ABOUT THIS TASK: Copy out every line in the entries below that includes "compass".

DATASET ENTRIES:
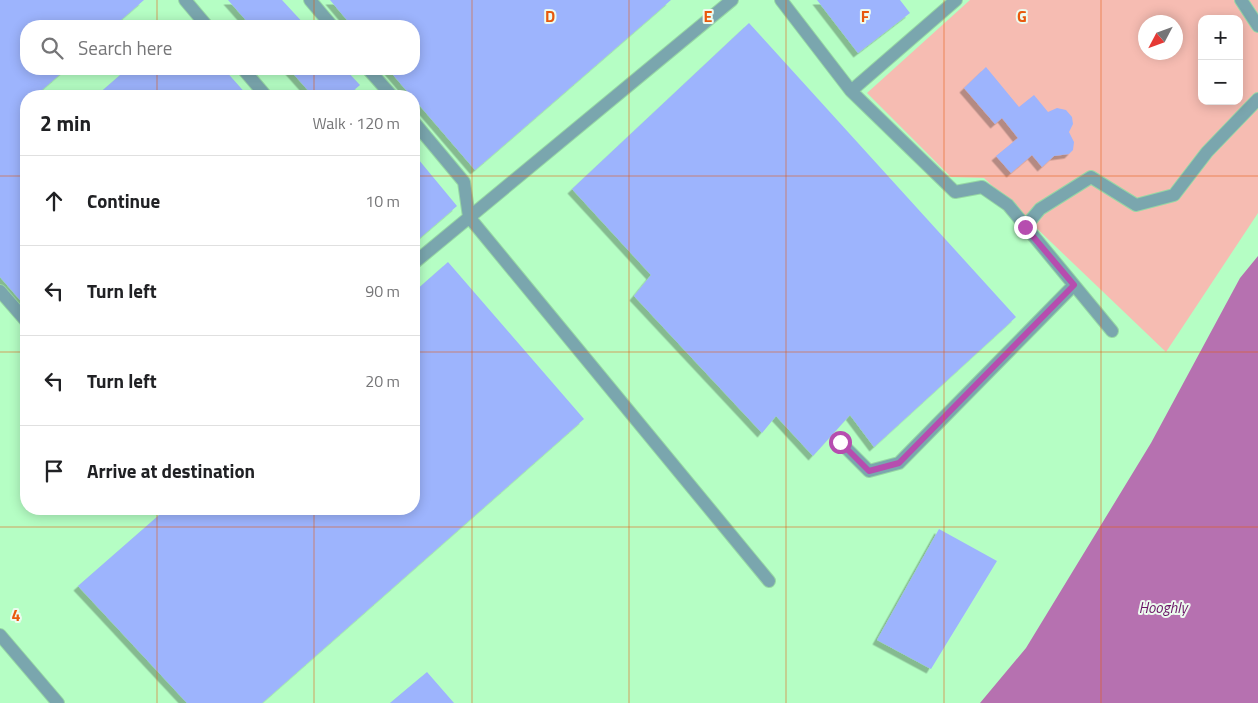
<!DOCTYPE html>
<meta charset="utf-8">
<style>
body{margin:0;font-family:"Titillium Web",sans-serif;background:#f6f6f6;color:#202124}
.controls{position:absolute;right:15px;top:15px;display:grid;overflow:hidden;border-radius:10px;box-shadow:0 2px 12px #0003}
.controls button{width:45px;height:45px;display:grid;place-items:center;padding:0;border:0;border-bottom:1px solid #e0e0e0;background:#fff;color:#202124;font:25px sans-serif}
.compass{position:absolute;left:1138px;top:15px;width:45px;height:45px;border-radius:50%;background:#fff;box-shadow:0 2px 12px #0003;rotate:229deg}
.stop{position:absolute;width:15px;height:15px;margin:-11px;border:4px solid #b64daf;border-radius:50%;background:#fff}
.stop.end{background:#b64daf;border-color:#fff;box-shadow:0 1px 5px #0008}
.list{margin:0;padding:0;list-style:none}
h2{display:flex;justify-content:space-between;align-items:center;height:65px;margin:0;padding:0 20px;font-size:21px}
h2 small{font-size:16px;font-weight:400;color:#757577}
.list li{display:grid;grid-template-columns:32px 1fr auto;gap:15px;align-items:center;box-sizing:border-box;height:90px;padding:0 20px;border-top:1px solid #e0e0e0}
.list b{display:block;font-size:19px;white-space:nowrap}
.list em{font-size:16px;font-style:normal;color:#757577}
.icon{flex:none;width:28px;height:28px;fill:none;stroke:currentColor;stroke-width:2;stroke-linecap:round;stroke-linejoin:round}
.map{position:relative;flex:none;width:1258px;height:703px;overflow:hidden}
.search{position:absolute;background:#fff;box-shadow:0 2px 12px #0003;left:20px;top:20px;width:400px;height:55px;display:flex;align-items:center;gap:12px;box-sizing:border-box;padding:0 18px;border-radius:20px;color:#757577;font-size:19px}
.panel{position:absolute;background:#fff;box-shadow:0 2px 12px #0003;left:20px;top:90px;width:400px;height:425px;border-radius:20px}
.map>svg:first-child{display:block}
</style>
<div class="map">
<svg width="1258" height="703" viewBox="0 0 1258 703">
<defs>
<filter id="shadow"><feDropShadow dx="-4.5" dy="4.5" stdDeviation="0" flood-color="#0004"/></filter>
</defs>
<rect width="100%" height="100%" fill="#b5fec4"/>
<path fill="#f6bcb2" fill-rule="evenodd" d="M970 0H1258V213L1166 352 984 178 951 177 867 93ZM1202 19H1239V101H1202ZM1146 22H1176V52H1146Z"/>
<path fill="#b671b0" d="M1258 256V703H980L1026 648 1151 443 1240 278Z"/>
<path fill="#9db4fd" filter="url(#shadow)" d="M0 0H144L114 26H26V69H66L35 96H26V307L0 277Z
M228 0H282L306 26H251Z
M330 0H671L475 170 414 99V96H411L388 69H414V26H352Z
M817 0H900L910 13 858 53Z
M182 21 187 26H176Z
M749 23 1016 317 874 447 850 415 813 456 776 416 762 433 634 296 651 275 572 189Z
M986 67 1019 107 1034 95 1048 112 1057 108 1066 110 1072 117 1073 124 1069 132 1074 142 1073 150 1069 154 1054 156 1042 167 1032 155 1011 173 996 156 1018 138 1002 118 995 124 964 88Z
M127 69H224L248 96H96Z
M289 69H345L360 85 347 96H313Z
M414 154 457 206 414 243Z
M448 262 584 419 262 703H187L78 586 166 509H414V292Z
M939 529 997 561 931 669 877 640Z
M427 672 454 703H390Z"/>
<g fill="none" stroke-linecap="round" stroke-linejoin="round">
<defs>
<path id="lane" d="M185 0 207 26
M310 0 332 26
M781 0 851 91 956 0
M1241 0 1258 26
M243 69 266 96
M368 69 392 96
M851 91 955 192 982 187 1008 205 1112 331
M414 122 464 182 469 217 769 581
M1025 227 1040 209 1091 177 1136 205 1174 195 1207 152 1258 99
M414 263 732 0
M0 291 26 321
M840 442 869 471 899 463 1074 285
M0 635 58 703"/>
</defs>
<use href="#lane" stroke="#96d7a4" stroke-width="14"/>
<use href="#lane" stroke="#7aa6ae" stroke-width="12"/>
</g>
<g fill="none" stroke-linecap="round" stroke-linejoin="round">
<path stroke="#b64daf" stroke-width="6" d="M840 442 869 471 899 463 1074 285 1025 227"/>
</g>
<path fill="none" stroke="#e8590c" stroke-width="1" stroke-opacity="0.55" d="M157 0V26M314 0V26M472 0V703M629 0V703M786 0V703M944 0V703M1101 0V703M157 69V96M314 69V96M0 176H26M414 176H1258M0 352H26M414 352H1258M157 509V703M314 509V703M0 527H1258"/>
<g text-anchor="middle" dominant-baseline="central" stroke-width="4" stroke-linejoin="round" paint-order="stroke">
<g font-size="15" font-style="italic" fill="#6a1566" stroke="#edfbef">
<text x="1163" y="607">Hooghly</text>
</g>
</g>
<g font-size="16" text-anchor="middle" font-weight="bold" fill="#e8590c" stroke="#edfbef" stroke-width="4" stroke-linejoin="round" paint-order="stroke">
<text x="550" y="22">D</text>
<text x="708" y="22">E</text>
<text x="865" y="22">F</text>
<text x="1022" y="22">G</text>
<text x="16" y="621">4</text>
</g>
</svg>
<div class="controls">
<button>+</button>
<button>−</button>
</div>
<svg class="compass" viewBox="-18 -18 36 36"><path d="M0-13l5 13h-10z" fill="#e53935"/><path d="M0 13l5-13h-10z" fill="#757577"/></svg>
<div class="stop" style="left:840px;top:442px"></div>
<div class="stop end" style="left:1025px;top:227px"></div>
<div class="search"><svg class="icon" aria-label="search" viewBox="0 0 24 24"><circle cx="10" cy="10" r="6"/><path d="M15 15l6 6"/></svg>Search here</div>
<section class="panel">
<h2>2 min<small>Walk · 120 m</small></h2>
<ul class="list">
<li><svg class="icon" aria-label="ahead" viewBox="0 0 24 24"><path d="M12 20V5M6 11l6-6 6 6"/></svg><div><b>Continue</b></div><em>10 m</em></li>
<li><svg class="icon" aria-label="left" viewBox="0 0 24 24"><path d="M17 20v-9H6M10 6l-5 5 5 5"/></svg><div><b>Turn left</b></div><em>90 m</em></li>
<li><svg class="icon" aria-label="left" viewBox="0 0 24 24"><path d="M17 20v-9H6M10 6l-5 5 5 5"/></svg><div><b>Turn left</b></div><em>20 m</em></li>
<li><svg class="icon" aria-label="arrive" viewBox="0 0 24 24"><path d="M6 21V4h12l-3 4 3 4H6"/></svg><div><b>Arrive at destination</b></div></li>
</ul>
</section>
</div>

WRITTEN ANSWER:
.compass{position:absolute;left:1138px;top:15px;width:45px;height:45px;border-radius:50%;background:#fff;box-shadow:0 2px 12px #0003;rotate:229deg}
<svg class="compass" viewBox="-18 -18 36 36"><path d="M0-13l5 13h-10z" fill="#e53935"/><path d="M0 13l5-13h-10z" fill="#757577"/></svg>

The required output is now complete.